WHAT IS BEING ASKED: Verbatim copy, images excluded: write out each record shown below.

################

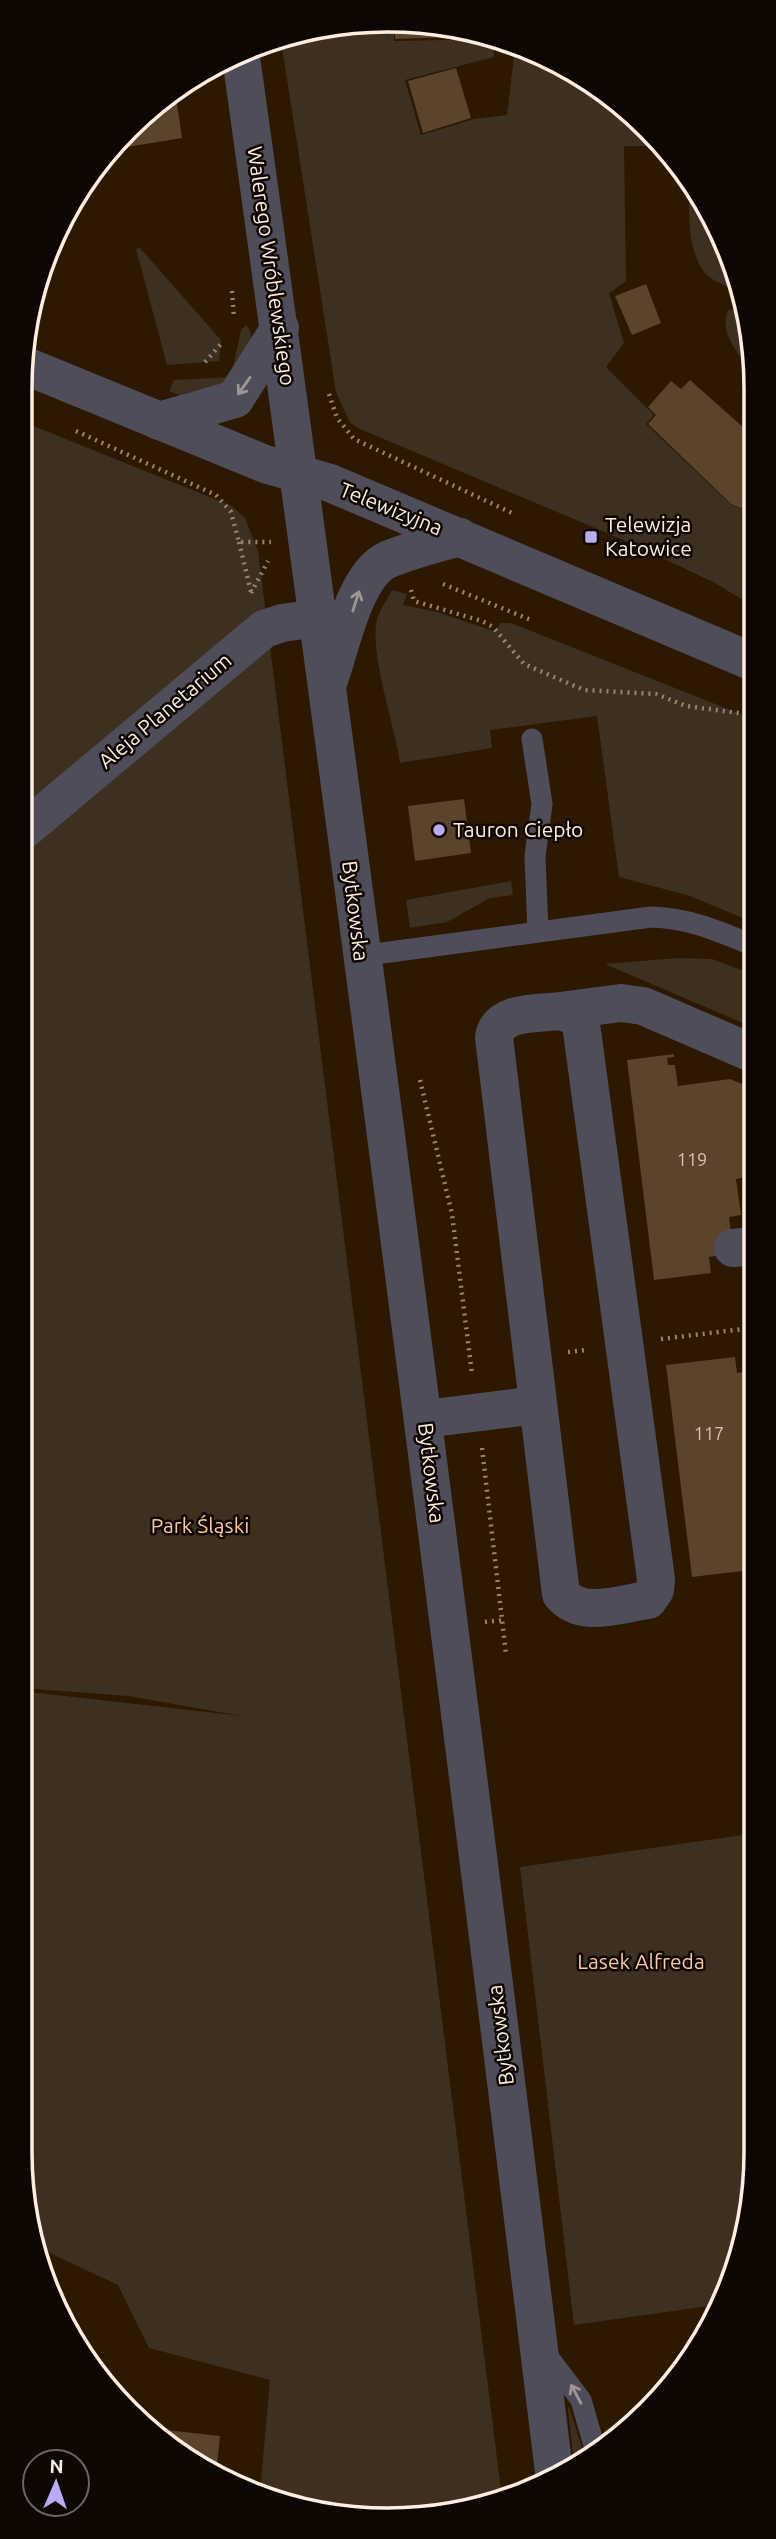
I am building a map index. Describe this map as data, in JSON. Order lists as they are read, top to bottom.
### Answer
{
  "streets": {
    "street": [
      "Walerego Wróblewskiego",
      "Telewizyjna",
      "Aleja Planetarium",
      "Bytkowska"
    ]
  },
  "crossings": [
    ["Walerego Wróblewskiego", "Telewizyjna"],
    ["Walerego Wróblewskiego", "Bytkowska"],
    ["Telewizyjna", "Bytkowska"],
    ["Aleja Planetarium", "Bytkowska"]
  ],
  "parks": ["Park Śląski", "Lasek Alfreda"],
  "places": {
    "transit": ["Telewizja Katowice"],
    "other": ["Tauron Ciepło"]
  },
  "house_numbers": ["119", "117"],
  "north": "top"
}
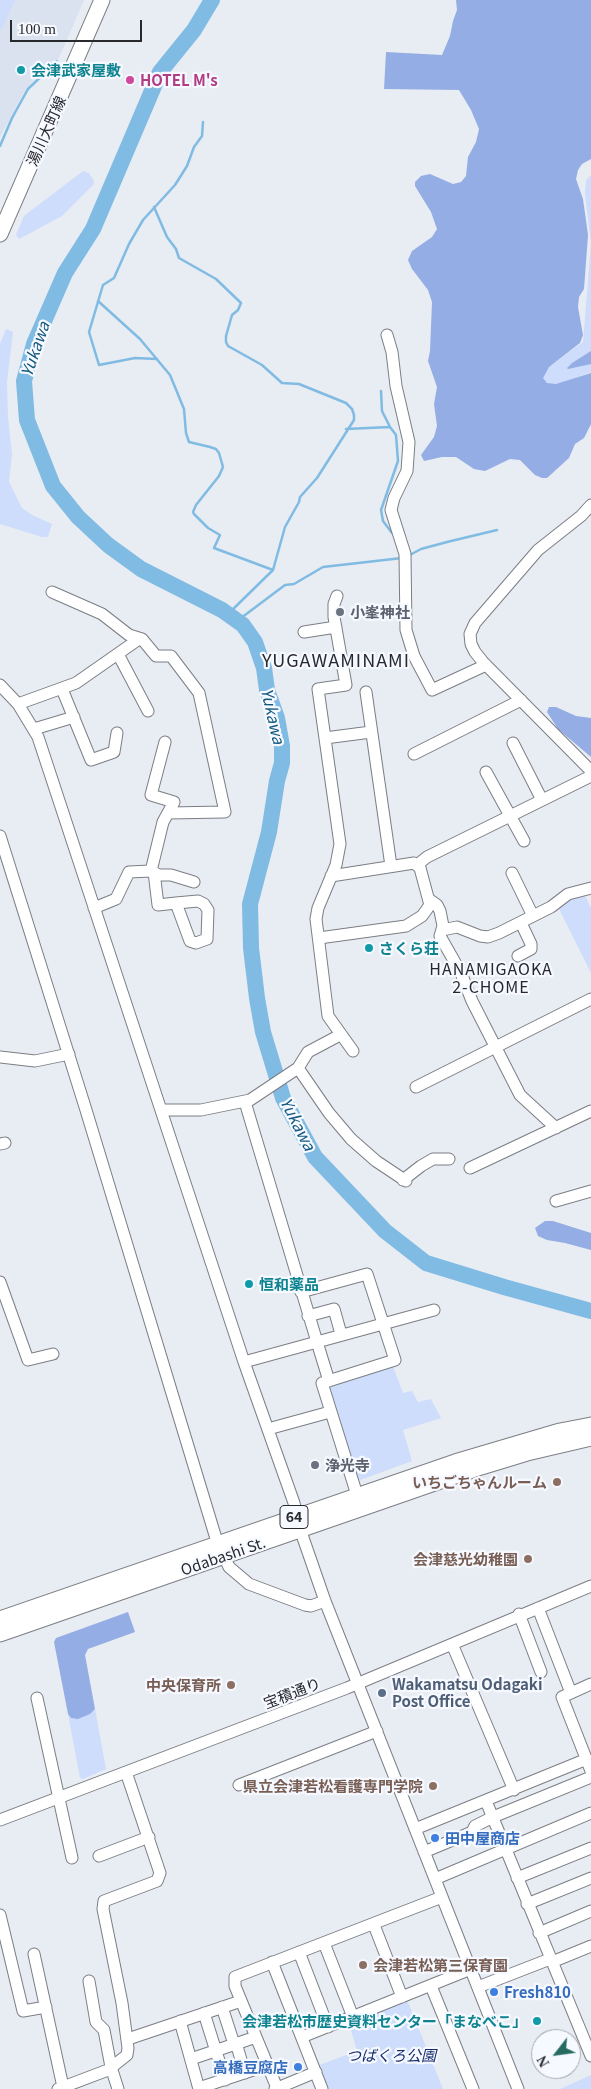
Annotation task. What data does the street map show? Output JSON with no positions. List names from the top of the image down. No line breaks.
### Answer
{"streets":{"main road":["湯川大町線","64","Odabashi St."],"street":["宝積通り"]},"districts":["YUGAWAMINAMI","HANAMIGAOKA 2-CHOME"],"water":["Yukawa"],"parks":["つばくろ公園"],"places":["会津武家屋敷","HOTEL M's","小峯神社","さくら荘","恒和薬品","浄光寺","いちごちゃんルーム","会津慈光幼稚園","中央保育所","Wakamatsu Odagaki Post Office","県立会津若松看護専門学院","田中屋商店","会津若松第三保育園","Fresh810","会津若松市歴史資料センター「まなべこ」","高橋豆腐店"],"scale_bar":"100 m","north":"bottom left"}
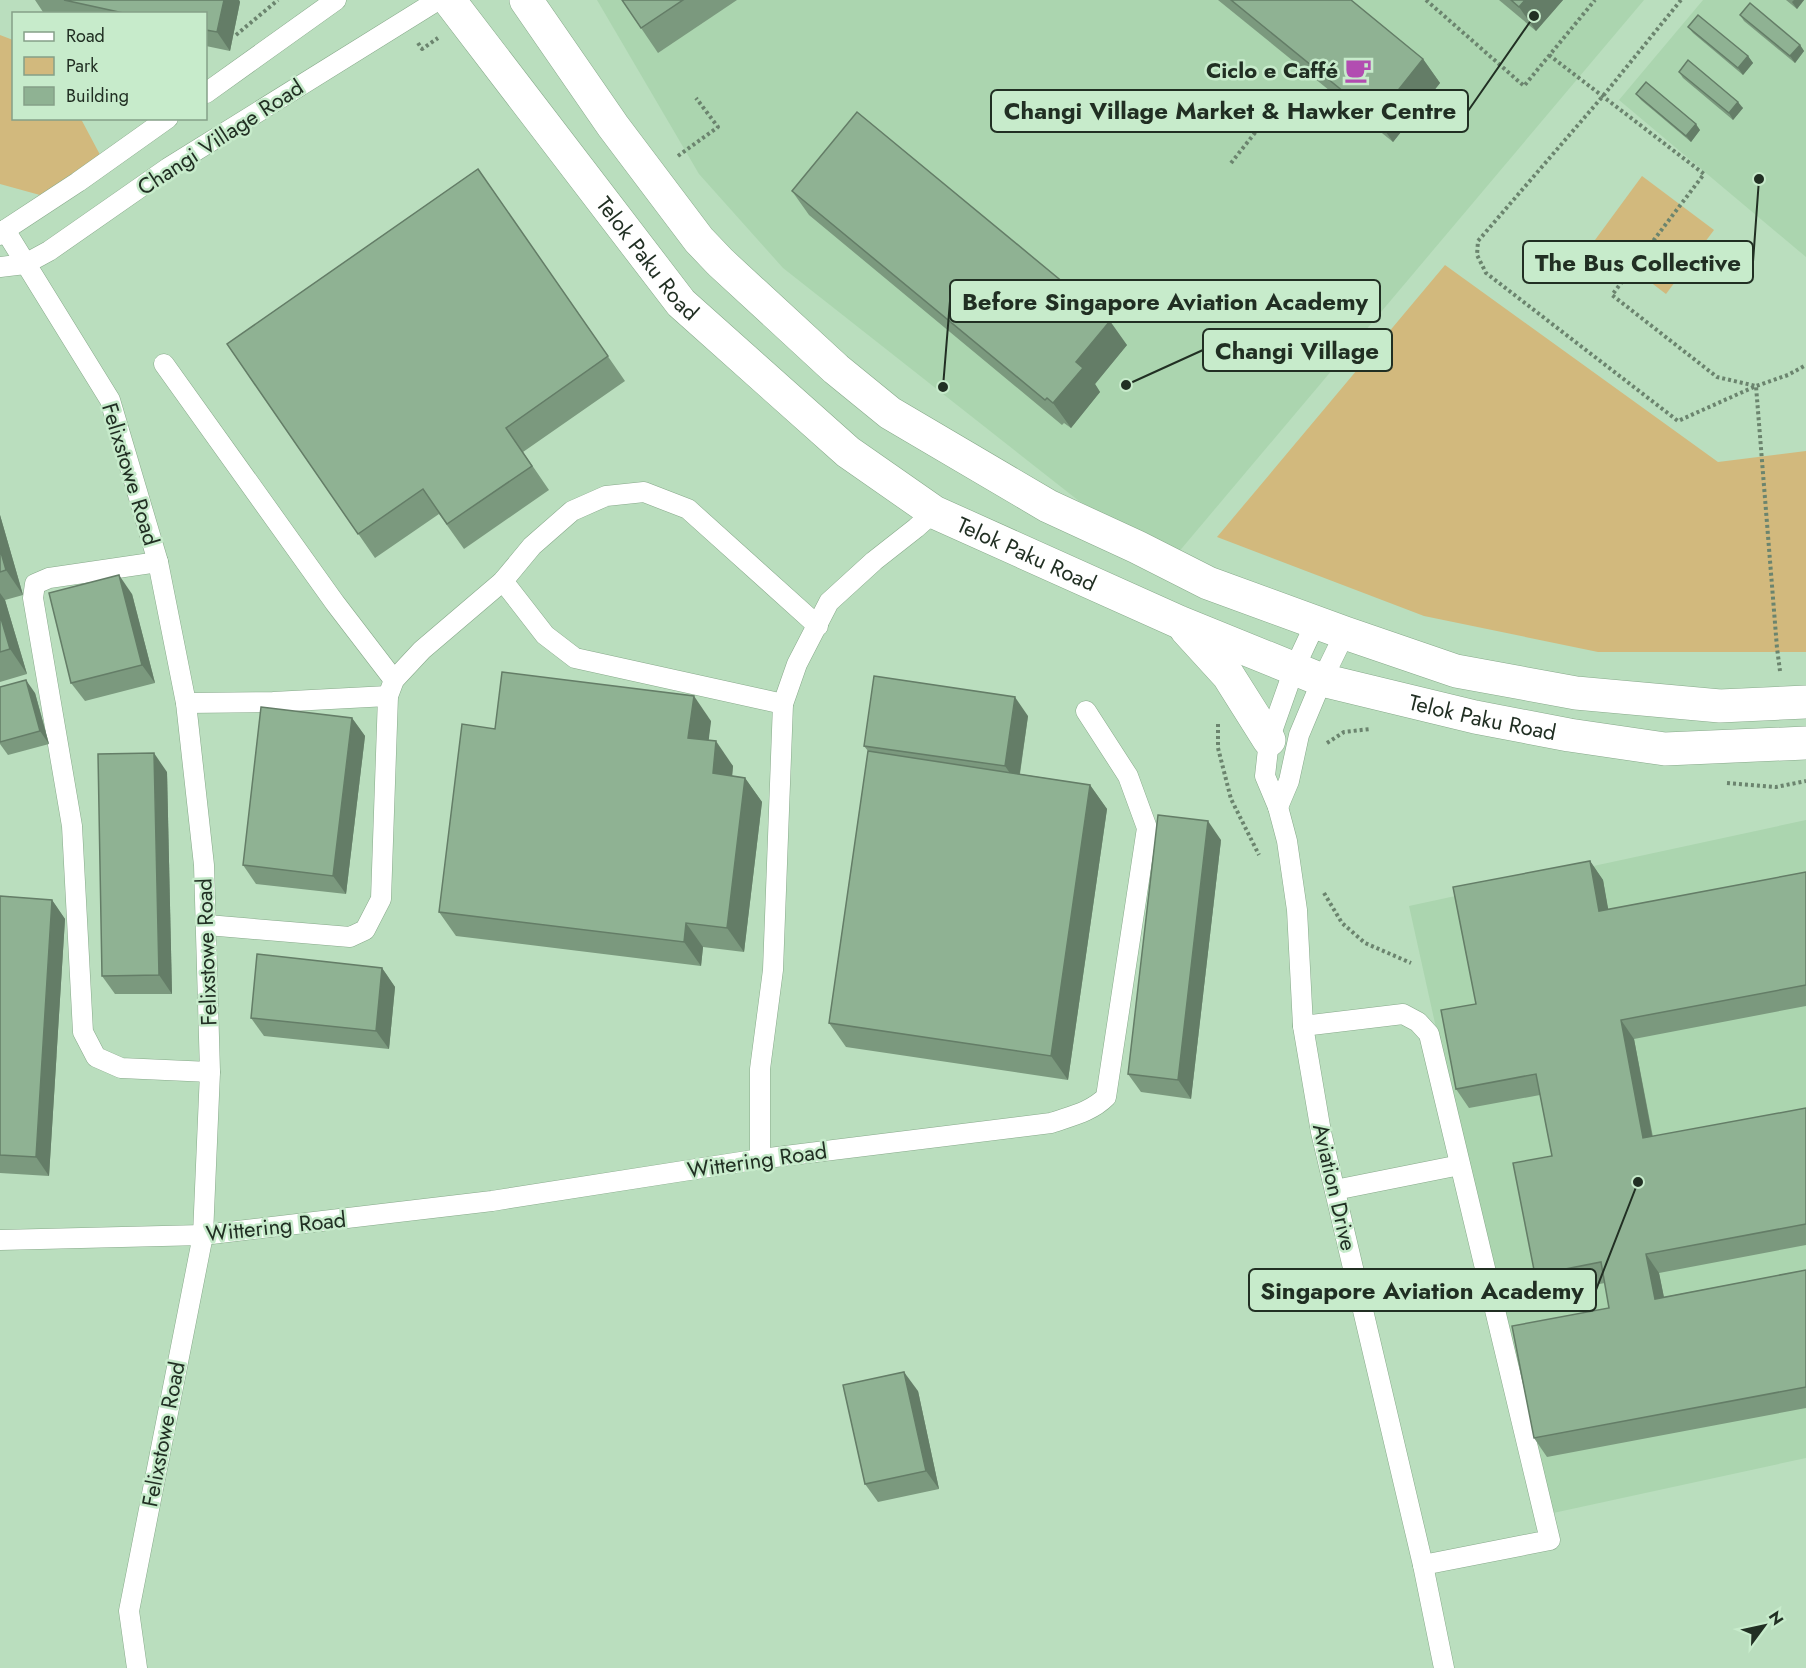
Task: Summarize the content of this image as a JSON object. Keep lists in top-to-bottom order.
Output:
{
  "streets": {
    "main road": ["Telok Paku Road"],
    "lane": [
      "Changi Village Road",
      "Felixstowe Road",
      "Wittering Road",
      "Aviation Drive"
    ]
  },
  "crossings": [
    ["Changi Village Road", "Felixstowe Road"],
    ["Telok Paku Road", "Aviation Drive"],
    ["Felixstowe Road", "Wittering Road"]
  ],
  "places": {
    "other": [
      "Changi Village Market & Hawker Centre",
      "The Bus Collective",
      "Changi Village",
      "Before Singapore Aviation Academy",
      "Singapore Aviation Academy"
    ],
    "cafe": ["Ciclo e Caffé"]
  },
  "legend": ["Road", "Park", "Building"],
  "north": "top right"
}
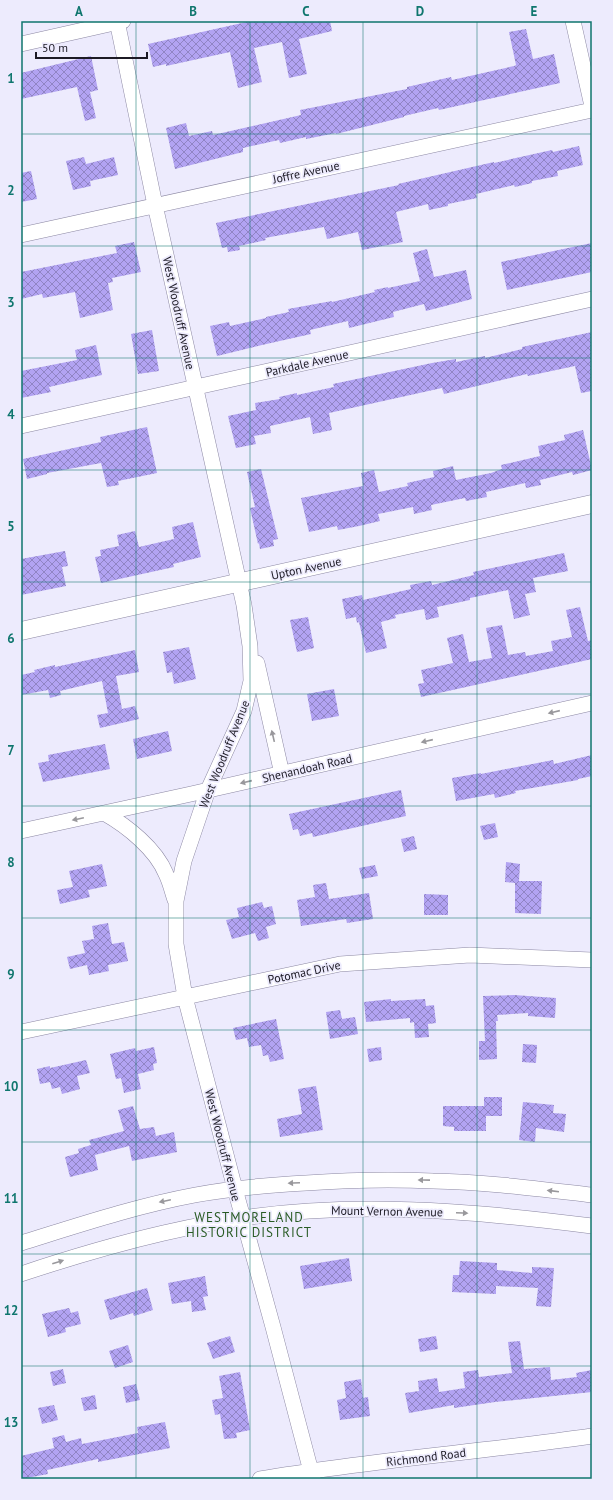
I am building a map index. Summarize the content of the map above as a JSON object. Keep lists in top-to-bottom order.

################

SOLUTION FOR THIS EXERCISE:
I am building a map index. Describe this map as data, in JSON. Order lists as they are read, top to bottom.
### Answer
{
  "streets": {
    "street": [
      "Walerego Wróblewskiego",
      "Telewizyjna",
      "Aleja Planetarium",
      "Bytkowska"
    ]
  },
  "crossings": [
    ["Walerego Wróblewskiego", "Telewizyjna"],
    ["Walerego Wróblewskiego", "Bytkowska"],
    ["Telewizyjna", "Bytkowska"],
    ["Aleja Planetarium", "Bytkowska"]
  ],
  "parks": ["Park Śląski", "Lasek Alfreda"],
  "places": {
    "transit": ["Telewizja Katowice"],
    "other": ["Tauron Ciepło"]
  },
  "house_numbers": ["119", "117"],
  "north": "top"
}
Annotation task. What data does the street map show? Output JSON with no positions. List names from the top of the image down. No line breaks.
### Answer
{"streets":{"main road":["湯川大町線","64","Odabashi St."],"street":["宝積通り"]},"districts":["YUGAWAMINAMI","HANAMIGAOKA 2-CHOME"],"water":["Yukawa"],"parks":["つばくろ公園"],"places":["会津武家屋敷","HOTEL M's","小峯神社","さくら荘","恒和薬品","浄光寺","いちごちゃんルーム","会津慈光幼稚園","中央保育所","Wakamatsu Odagaki Post Office","県立会津若松看護専門学院","田中屋商店","会津若松第三保育園","Fresh810","会津若松市歴史資料センター「まなべこ」","高橋豆腐店"],"scale_bar":"100 m","north":"bottom left"}
Task: Summarize the content of this image as a JSON object. Keep lists in top-to-bottom order.
Output:
{
  "streets": {
    "main road": ["Telok Paku Road"],
    "lane": [
      "Changi Village Road",
      "Felixstowe Road",
      "Wittering Road",
      "Aviation Drive"
    ]
  },
  "crossings": [
    ["Changi Village Road", "Felixstowe Road"],
    ["Telok Paku Road", "Aviation Drive"],
    ["Felixstowe Road", "Wittering Road"]
  ],
  "places": {
    "other": [
      "Changi Village Market & Hawker Centre",
      "The Bus Collective",
      "Changi Village",
      "Before Singapore Aviation Academy",
      "Singapore Aviation Academy"
    ],
    "cafe": ["Ciclo e Caffé"]
  },
  "legend": ["Road", "Park", "Building"],
  "north": "top right"
}
I am building a map index. Summarize the content of the map above as a JSON object. Keep lists in top-to-bottom order.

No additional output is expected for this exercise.